Try it
Copy, from the material below, each line where "roads" shows up.

Data shown
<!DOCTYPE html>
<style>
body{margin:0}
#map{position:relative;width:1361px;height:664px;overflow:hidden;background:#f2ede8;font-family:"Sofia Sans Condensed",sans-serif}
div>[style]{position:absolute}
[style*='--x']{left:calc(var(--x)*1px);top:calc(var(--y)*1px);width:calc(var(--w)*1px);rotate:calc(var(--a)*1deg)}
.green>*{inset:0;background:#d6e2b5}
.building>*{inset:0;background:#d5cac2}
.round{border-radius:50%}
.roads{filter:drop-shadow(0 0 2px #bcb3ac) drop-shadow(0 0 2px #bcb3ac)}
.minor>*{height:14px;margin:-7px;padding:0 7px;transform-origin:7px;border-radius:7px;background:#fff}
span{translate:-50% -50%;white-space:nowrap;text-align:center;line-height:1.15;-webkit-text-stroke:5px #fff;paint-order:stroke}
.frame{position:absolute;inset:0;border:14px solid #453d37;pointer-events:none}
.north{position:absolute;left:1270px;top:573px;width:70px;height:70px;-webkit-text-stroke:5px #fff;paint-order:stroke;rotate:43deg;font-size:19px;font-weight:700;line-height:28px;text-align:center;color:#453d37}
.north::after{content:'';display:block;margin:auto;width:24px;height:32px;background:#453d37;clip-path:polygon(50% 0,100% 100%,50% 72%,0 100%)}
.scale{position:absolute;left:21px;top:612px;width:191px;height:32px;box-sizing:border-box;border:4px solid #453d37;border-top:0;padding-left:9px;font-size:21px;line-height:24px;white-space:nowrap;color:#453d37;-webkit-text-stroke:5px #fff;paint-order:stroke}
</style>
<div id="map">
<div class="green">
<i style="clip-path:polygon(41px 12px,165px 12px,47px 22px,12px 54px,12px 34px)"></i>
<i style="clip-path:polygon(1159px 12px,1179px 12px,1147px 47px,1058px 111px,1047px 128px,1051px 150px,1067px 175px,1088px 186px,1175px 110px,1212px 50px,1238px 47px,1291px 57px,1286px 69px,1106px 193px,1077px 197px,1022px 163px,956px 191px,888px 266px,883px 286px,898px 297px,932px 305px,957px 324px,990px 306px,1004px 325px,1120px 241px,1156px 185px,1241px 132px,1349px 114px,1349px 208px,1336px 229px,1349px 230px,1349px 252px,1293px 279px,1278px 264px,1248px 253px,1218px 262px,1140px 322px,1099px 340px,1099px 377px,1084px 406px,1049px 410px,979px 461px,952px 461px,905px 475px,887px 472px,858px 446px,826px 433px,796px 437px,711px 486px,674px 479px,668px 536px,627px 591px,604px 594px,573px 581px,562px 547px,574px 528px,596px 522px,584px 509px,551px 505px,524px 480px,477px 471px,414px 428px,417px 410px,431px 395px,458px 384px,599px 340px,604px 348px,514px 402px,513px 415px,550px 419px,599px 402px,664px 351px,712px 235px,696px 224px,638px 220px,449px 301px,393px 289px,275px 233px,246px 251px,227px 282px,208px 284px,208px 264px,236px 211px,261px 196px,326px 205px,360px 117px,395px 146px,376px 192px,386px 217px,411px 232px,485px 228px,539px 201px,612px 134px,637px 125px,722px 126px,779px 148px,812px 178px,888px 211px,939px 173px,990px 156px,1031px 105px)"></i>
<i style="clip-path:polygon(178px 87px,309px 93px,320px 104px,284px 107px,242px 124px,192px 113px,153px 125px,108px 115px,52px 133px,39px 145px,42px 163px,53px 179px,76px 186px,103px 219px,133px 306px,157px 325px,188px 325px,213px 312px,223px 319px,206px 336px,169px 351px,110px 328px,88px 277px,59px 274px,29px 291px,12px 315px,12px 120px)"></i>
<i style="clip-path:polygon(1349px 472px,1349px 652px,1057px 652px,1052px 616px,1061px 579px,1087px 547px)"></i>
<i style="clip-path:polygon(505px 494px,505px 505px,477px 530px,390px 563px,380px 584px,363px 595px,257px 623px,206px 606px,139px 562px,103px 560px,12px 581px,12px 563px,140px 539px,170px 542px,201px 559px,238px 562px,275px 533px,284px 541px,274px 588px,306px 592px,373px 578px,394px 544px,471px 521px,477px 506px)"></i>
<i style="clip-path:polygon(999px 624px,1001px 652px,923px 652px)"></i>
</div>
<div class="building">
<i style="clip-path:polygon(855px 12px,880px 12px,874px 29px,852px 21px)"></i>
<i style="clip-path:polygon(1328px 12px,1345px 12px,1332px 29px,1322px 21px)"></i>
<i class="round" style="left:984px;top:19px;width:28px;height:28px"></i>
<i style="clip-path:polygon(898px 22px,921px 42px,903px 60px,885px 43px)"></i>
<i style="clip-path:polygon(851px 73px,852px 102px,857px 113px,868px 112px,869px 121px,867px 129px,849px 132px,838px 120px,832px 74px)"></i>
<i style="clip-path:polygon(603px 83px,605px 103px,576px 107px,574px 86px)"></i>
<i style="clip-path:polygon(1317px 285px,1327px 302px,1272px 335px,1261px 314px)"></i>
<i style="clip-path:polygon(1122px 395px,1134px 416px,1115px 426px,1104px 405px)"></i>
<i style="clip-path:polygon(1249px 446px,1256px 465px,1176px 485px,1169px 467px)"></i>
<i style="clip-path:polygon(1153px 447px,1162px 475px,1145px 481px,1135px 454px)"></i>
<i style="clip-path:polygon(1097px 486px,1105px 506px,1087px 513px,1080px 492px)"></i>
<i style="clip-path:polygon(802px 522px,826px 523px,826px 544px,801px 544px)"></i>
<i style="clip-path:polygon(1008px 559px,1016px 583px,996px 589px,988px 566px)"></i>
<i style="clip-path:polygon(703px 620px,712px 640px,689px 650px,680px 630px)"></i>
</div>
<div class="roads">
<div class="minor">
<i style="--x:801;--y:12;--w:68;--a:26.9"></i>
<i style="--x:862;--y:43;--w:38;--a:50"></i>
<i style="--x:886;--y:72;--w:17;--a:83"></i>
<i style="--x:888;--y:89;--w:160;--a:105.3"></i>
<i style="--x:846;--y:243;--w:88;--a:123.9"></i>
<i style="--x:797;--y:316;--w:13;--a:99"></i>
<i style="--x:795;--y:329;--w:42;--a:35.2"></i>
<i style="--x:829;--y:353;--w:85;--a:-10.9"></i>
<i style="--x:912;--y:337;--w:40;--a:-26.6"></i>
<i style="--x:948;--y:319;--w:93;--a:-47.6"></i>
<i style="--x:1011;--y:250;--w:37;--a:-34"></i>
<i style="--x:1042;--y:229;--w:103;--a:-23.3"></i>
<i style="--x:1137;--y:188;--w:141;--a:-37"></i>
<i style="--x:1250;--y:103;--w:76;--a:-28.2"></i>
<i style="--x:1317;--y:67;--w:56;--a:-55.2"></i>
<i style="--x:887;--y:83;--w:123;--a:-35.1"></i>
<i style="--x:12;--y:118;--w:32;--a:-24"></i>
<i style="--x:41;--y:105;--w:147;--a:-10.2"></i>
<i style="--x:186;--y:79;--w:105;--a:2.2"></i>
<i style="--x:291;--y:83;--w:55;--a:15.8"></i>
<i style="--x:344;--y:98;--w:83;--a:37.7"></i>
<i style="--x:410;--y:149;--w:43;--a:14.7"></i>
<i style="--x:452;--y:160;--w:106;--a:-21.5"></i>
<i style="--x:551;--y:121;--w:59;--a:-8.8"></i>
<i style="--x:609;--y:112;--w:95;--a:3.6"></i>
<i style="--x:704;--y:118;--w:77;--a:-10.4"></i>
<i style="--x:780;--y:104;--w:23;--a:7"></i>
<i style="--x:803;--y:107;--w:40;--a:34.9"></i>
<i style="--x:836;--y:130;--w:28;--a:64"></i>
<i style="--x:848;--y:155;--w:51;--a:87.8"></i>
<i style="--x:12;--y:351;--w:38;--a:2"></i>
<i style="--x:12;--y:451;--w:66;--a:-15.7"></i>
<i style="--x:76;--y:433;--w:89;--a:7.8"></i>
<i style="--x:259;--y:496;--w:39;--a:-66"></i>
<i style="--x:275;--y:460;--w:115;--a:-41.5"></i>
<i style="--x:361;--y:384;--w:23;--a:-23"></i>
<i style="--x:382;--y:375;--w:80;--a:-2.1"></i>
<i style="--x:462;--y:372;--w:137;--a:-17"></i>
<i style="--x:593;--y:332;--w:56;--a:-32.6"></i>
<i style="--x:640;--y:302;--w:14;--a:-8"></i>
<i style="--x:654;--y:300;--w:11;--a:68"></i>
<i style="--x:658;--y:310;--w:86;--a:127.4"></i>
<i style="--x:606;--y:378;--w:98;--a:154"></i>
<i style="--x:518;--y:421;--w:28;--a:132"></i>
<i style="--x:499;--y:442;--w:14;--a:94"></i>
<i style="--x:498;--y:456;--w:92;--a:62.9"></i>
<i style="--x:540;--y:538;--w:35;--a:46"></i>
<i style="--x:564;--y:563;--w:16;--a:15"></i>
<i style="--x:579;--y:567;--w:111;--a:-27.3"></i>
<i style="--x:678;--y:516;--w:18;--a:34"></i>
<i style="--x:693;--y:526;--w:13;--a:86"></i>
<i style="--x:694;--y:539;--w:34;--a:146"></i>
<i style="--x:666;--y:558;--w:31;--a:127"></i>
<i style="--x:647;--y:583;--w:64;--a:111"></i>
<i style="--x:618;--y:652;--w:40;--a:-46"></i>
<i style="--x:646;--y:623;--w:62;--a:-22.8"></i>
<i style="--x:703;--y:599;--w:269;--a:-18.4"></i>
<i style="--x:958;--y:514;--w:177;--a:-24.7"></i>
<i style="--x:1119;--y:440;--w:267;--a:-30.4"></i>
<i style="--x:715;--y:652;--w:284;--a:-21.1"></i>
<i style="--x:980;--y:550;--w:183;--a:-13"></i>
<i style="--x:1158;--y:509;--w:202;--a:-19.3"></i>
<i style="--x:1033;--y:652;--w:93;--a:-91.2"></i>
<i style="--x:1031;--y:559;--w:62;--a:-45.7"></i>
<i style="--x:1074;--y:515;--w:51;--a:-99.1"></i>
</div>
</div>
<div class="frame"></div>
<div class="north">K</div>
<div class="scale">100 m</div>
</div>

Reply to the task
.roads{filter:drop-shadow(0 0 2px #bcb3ac) drop-shadow(0 0 2px #bcb3ac)}
<div class="roads">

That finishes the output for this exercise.